You can be a New Zealander, like Bryan Gould

My English friend found it amusing that in becoming an NZ citizen he had to swear allegiance to “Elizabeth II, Queen of New Zealand”… you know, as opposed to his previous queen… :slight_smile:

Peru has the requirement

Well, the Queen of New Zealand is a different legal person from the Queen of the United Kingdom. Back in 1836, the King of the United Kingdom and the King of Hanover were different legal persons, but the same natural person (King William IV). However, the next year the successors were Victoria as Queen of the United Kingdom and Ernest Augustus I as King of Hanover. It would be legally possible (though in practice highly unlikely) for New Zealand to adopt a different succession to the throne, and have a different monarch from the U.K. in the future.

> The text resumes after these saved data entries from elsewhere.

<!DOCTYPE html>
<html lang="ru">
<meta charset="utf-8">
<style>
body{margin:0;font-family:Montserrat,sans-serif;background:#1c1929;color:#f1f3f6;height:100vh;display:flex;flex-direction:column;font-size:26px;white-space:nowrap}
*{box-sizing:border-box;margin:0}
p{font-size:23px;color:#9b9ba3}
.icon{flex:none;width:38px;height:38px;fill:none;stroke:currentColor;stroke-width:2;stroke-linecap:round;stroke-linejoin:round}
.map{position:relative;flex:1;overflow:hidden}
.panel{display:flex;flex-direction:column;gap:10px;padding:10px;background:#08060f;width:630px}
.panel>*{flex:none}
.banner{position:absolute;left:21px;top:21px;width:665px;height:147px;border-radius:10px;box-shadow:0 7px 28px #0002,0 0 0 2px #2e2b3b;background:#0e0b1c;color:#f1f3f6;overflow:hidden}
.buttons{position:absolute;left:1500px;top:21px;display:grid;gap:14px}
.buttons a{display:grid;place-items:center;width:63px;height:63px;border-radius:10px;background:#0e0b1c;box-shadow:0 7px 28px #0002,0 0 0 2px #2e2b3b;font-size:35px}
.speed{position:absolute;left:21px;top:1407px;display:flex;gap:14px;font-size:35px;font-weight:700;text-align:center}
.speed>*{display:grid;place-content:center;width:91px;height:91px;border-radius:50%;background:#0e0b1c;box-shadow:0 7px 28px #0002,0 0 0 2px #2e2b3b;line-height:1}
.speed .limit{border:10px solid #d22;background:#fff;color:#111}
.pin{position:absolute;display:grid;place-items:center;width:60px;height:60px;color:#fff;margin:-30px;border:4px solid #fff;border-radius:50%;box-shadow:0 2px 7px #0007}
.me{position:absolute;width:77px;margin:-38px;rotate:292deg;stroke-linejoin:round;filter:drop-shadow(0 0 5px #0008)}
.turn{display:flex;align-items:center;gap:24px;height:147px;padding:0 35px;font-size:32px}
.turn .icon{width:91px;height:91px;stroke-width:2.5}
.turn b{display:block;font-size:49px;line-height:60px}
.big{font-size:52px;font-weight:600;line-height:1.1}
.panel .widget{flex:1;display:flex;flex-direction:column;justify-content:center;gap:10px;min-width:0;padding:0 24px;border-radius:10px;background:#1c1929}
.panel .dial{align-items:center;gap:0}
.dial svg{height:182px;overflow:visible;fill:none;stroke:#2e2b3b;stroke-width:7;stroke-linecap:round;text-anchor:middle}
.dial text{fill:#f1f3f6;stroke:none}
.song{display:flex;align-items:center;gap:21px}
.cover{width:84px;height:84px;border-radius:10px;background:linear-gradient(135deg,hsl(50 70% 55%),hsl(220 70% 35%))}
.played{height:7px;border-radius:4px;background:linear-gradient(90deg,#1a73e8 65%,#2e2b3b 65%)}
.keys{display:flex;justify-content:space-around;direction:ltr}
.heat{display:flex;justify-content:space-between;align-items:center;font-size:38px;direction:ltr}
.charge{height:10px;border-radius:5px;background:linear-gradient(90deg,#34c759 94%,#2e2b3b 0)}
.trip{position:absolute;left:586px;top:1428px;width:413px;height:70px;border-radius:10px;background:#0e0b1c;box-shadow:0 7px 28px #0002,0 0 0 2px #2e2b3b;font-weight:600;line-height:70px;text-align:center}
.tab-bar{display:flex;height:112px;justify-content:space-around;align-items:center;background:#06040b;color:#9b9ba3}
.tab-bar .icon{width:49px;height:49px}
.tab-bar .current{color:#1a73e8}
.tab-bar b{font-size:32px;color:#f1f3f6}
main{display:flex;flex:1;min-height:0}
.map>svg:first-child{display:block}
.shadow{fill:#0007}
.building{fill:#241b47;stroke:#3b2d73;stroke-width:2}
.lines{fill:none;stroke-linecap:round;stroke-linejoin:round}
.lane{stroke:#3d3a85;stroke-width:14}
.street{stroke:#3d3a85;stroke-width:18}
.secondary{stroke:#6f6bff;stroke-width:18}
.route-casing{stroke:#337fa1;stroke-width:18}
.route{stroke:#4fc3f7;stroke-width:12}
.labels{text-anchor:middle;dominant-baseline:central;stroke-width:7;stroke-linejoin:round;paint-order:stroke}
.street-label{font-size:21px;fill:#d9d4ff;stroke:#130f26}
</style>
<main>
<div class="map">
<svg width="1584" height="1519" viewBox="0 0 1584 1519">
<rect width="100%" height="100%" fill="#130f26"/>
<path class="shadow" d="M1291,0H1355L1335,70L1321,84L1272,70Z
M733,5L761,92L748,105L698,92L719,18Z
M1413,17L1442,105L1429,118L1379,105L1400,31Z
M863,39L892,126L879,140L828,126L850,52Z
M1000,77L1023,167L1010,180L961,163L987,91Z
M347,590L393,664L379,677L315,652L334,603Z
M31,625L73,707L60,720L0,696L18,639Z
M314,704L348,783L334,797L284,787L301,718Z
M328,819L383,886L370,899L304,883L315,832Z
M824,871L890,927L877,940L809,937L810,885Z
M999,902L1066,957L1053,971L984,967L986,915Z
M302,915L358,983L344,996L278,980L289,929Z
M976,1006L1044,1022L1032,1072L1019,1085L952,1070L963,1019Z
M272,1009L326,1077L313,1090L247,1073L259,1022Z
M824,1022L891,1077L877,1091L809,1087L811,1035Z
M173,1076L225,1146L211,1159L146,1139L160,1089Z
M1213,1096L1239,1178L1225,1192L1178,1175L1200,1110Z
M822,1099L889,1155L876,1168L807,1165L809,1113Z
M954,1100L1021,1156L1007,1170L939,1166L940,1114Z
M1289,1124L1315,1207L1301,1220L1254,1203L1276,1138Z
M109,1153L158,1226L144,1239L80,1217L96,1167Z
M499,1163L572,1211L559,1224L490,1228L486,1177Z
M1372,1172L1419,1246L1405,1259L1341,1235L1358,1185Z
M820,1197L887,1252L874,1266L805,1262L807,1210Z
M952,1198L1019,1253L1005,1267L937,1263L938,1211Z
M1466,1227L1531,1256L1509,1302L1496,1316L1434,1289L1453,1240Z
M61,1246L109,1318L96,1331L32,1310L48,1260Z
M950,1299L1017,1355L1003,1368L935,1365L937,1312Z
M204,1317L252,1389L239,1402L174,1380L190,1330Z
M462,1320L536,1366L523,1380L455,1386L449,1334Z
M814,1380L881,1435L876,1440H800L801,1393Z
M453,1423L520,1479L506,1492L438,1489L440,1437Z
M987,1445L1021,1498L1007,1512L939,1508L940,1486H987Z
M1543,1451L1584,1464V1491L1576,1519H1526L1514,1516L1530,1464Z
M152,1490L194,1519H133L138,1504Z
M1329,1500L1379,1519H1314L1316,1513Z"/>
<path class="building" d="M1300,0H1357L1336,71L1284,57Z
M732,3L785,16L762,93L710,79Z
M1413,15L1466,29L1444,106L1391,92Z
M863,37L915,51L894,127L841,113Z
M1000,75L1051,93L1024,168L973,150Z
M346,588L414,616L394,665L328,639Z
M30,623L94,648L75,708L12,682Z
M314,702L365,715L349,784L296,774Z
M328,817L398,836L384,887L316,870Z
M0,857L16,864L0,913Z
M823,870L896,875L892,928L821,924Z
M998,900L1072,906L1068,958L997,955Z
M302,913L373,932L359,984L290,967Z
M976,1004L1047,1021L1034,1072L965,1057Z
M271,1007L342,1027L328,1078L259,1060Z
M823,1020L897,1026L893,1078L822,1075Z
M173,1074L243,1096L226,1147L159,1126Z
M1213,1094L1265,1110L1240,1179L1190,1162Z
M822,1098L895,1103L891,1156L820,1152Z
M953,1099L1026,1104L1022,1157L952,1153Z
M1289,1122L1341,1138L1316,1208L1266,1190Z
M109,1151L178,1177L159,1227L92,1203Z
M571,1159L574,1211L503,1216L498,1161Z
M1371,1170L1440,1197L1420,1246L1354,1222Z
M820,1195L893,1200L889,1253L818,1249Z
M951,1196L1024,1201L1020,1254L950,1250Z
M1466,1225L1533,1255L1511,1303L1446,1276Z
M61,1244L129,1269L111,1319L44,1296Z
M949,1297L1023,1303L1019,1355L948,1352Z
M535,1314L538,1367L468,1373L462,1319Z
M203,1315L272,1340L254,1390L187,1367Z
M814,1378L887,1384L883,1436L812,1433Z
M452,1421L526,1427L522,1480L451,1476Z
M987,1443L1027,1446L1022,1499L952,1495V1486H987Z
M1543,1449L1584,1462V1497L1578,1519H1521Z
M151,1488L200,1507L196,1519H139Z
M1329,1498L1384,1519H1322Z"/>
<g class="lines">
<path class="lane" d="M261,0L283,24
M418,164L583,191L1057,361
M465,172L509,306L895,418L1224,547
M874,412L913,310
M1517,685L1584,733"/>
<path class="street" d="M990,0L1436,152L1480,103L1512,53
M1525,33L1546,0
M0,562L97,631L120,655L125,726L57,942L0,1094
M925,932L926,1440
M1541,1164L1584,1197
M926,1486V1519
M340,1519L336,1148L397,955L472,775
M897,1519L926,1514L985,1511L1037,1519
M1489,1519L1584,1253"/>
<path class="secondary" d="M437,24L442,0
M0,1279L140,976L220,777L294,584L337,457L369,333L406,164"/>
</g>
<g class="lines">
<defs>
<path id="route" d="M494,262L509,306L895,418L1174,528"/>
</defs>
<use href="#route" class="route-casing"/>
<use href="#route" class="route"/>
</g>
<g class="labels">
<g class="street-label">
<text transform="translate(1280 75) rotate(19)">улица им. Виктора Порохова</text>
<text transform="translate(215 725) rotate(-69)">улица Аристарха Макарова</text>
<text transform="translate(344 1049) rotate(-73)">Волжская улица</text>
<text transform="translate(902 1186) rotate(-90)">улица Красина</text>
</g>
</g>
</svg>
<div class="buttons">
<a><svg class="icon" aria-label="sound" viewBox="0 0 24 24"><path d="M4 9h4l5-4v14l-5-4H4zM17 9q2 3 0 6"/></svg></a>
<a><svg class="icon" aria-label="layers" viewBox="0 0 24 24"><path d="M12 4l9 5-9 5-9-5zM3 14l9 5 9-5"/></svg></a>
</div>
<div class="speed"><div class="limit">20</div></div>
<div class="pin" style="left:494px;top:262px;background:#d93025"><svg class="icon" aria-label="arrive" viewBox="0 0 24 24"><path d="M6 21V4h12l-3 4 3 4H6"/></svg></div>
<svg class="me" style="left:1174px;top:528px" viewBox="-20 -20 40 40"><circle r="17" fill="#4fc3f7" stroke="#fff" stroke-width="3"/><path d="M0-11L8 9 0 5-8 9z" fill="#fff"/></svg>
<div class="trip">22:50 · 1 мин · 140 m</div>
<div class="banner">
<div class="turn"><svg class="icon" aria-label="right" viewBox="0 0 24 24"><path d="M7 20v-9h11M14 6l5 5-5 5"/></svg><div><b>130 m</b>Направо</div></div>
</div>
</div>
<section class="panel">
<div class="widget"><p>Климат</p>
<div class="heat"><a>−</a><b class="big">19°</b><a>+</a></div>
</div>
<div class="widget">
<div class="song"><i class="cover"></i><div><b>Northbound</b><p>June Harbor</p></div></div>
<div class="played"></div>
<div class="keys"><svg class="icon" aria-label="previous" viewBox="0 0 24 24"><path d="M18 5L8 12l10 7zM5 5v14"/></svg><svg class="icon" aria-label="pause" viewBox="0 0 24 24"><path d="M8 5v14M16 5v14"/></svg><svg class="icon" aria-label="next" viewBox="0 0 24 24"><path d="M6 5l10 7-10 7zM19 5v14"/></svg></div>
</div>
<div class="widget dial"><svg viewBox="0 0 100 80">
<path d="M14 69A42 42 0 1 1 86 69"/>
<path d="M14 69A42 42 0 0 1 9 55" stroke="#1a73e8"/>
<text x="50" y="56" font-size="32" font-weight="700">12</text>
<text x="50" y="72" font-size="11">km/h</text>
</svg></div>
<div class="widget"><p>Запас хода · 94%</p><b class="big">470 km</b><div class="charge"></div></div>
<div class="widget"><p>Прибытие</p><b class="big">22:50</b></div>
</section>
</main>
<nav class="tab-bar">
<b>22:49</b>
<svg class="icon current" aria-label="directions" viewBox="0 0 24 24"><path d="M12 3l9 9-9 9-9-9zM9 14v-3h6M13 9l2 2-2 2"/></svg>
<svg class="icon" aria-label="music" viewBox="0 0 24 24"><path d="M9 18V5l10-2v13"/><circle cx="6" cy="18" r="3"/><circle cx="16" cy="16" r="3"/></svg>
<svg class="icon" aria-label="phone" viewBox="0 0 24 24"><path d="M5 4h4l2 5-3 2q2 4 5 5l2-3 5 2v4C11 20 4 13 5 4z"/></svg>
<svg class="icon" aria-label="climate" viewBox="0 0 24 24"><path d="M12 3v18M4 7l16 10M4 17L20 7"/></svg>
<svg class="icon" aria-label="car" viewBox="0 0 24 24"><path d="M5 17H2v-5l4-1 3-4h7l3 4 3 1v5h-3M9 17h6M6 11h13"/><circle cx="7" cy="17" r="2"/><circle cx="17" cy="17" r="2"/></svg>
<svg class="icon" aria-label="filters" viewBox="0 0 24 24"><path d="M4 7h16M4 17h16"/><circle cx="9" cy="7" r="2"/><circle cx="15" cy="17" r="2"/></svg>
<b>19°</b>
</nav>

It would violate the Statute of Westminster if NZ did so.

Perhaps, but New Zealand could ignore that if it chose to, and the U.K. and other Commonwealth dominions could not do much about it. But, as I said, it’s highly unlikely. It’s much more likely that N.Z. would become a republic and no longer have the Queen or her successors as head of state.

Not so much violate the Statute, as amend it, to the extent it applies to New Zealand. The Statute is now part of the constitutional structure of each of the Commonwealth realms, and each one can amend the Statute using their own processes to amend their own constitutions.

I’m fairly certain that’s there’s precedent in common law for the voluntary renunciation of a life peerage.